La fruizione di questa agevolazione è alternativa a quella del credito d’imposta R&S previsto dall’art. 1, comma 200, della legge 27 dicembre 2019, n. 160 (legge di bilancio 2020).
Presso il MIMIT è, inoltre, istituito un Comitato tecnico per la microelettronica, composto da un rappresentante del Ministero, un rappresentante del MEF e da uno del MUR, con funzioni di coordinamento e monitoraggio dell’attuazione delle politiche pubbliche nel campo della microelettronica e della catena del valore dei semiconduttori.
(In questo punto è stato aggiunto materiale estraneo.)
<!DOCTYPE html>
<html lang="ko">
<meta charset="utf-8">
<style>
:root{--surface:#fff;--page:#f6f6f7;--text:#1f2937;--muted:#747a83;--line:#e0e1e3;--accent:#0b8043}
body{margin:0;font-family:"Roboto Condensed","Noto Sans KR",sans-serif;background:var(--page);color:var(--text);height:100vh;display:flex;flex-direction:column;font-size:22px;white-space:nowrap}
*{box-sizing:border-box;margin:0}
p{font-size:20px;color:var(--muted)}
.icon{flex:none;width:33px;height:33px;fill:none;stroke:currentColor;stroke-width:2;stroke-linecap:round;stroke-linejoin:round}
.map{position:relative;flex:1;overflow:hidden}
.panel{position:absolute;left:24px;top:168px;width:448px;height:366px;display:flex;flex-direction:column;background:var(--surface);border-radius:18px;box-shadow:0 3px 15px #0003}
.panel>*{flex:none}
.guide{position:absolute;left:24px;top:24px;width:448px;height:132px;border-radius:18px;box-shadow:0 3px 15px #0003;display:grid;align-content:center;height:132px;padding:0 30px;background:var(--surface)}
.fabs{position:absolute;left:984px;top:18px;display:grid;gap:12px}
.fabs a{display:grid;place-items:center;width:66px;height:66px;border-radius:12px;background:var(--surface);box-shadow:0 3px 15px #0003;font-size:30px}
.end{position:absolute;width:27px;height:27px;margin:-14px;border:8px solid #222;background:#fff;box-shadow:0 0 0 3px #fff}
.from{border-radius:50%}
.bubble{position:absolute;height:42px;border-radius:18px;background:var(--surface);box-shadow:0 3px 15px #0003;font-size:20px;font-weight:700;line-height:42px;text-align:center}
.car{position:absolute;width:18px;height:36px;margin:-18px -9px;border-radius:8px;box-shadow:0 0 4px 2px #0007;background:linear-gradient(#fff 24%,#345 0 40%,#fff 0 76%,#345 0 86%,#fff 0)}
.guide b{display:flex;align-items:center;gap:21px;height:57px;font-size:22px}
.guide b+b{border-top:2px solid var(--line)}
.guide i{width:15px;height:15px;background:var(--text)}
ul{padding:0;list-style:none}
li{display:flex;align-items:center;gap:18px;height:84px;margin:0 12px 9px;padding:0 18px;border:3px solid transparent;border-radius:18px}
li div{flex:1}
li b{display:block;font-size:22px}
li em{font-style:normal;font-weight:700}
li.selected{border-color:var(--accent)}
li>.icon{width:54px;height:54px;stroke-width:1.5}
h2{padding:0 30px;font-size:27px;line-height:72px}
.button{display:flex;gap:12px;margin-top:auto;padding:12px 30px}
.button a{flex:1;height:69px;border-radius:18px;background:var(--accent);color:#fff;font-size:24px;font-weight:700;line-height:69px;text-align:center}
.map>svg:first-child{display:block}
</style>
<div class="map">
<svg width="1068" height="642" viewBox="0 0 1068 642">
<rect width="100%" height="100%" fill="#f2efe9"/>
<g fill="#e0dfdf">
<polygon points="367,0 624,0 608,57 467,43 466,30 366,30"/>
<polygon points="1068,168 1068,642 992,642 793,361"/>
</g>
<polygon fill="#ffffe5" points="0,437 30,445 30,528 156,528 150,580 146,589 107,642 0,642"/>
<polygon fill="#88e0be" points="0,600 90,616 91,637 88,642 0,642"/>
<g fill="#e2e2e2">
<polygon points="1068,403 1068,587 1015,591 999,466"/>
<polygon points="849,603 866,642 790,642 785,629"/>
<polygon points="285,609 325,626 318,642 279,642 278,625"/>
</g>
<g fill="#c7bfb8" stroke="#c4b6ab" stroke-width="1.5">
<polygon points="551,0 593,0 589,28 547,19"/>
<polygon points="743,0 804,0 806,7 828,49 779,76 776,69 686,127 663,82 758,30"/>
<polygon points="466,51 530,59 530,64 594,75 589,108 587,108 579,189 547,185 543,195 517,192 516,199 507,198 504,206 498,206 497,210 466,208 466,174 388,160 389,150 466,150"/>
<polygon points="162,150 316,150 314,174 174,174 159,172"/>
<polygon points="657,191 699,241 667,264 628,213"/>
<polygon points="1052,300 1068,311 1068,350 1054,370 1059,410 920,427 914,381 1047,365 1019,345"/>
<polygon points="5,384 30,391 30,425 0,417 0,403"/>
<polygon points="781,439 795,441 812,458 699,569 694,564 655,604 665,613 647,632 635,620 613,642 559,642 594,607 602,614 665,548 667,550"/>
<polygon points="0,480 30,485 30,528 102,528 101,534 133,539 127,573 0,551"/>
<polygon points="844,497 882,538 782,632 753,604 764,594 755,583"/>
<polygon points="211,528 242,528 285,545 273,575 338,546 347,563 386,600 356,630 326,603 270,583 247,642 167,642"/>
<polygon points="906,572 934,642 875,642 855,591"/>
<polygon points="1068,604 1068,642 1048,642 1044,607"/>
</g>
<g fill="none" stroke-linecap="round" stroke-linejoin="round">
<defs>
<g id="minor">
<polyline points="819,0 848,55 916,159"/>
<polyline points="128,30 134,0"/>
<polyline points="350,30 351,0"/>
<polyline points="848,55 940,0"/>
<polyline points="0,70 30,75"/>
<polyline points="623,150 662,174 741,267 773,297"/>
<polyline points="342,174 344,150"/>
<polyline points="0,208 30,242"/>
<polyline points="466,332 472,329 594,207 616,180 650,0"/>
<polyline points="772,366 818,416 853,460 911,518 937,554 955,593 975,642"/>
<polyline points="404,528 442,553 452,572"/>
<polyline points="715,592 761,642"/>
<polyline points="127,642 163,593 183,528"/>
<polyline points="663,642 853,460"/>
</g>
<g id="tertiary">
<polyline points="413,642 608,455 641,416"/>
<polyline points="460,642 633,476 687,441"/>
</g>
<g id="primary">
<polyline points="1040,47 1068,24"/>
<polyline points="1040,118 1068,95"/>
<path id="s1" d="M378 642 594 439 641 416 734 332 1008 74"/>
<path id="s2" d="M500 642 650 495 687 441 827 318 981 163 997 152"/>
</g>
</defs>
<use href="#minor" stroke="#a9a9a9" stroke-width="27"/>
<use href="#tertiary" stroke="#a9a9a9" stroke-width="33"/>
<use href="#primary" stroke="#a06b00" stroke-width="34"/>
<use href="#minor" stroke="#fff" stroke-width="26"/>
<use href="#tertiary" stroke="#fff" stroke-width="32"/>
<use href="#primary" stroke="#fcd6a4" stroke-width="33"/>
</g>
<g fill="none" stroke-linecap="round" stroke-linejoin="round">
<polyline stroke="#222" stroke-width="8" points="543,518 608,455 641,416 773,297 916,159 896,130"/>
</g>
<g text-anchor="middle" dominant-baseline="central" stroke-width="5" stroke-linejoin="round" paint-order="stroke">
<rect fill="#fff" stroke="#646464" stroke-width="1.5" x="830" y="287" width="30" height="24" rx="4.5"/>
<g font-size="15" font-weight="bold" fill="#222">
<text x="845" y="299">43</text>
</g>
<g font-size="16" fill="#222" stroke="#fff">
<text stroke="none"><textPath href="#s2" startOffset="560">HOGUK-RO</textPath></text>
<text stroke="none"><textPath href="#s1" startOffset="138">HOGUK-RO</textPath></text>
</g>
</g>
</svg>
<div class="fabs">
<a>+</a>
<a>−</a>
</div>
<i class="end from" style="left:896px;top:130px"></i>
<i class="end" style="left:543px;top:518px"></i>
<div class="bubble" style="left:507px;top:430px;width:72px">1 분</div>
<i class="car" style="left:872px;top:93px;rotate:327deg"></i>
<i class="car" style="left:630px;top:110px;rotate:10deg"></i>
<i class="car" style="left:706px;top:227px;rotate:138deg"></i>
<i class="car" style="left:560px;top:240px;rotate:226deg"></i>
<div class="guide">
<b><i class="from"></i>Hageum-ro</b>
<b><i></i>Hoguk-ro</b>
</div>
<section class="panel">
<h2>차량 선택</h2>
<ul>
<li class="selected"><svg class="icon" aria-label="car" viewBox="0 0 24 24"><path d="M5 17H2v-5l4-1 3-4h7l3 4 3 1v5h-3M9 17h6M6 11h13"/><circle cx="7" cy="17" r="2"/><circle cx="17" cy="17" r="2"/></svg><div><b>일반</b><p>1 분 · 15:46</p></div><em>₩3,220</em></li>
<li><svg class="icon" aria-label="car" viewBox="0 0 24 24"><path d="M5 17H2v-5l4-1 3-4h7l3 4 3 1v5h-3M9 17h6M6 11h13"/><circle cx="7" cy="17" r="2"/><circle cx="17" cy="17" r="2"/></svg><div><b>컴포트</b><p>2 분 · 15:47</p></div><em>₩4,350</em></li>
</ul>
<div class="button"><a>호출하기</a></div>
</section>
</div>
Sempre sul medesimo tema, il decreto interviene anche al fine di rafforzare la partecipazione italiana ai programmi europei e, in particolare, nell’ambito del partenariato europeo “Chips Joint Undertaking”, finalizzato a valorizzare la posizione dell’Europa come leader globale nell’industria dei semiconduttori (art. 6). Al riguardo, si provvede a rifinanziare: i) il Fondo per gli Investimenti nella Ricerca Scientifica e Tecnologica (FIRST) destinato al finanziamento di progetti di cooperazione internazionale, disponendone un incremento di 6 milioni di euro per ciascuno degli anni dal 2024 al 2028; ii) il Fondo per la crescita sostenibile, di cui all’articolo 23 del DL n. 83/2012 con un aumento di 3 milioni di euro per l’anno 2023 e di 5 milioni di euro per ciascuno degli anni dal 2024 al 2027.
Provvederemo ad aggiornarvi sugli sviluppi.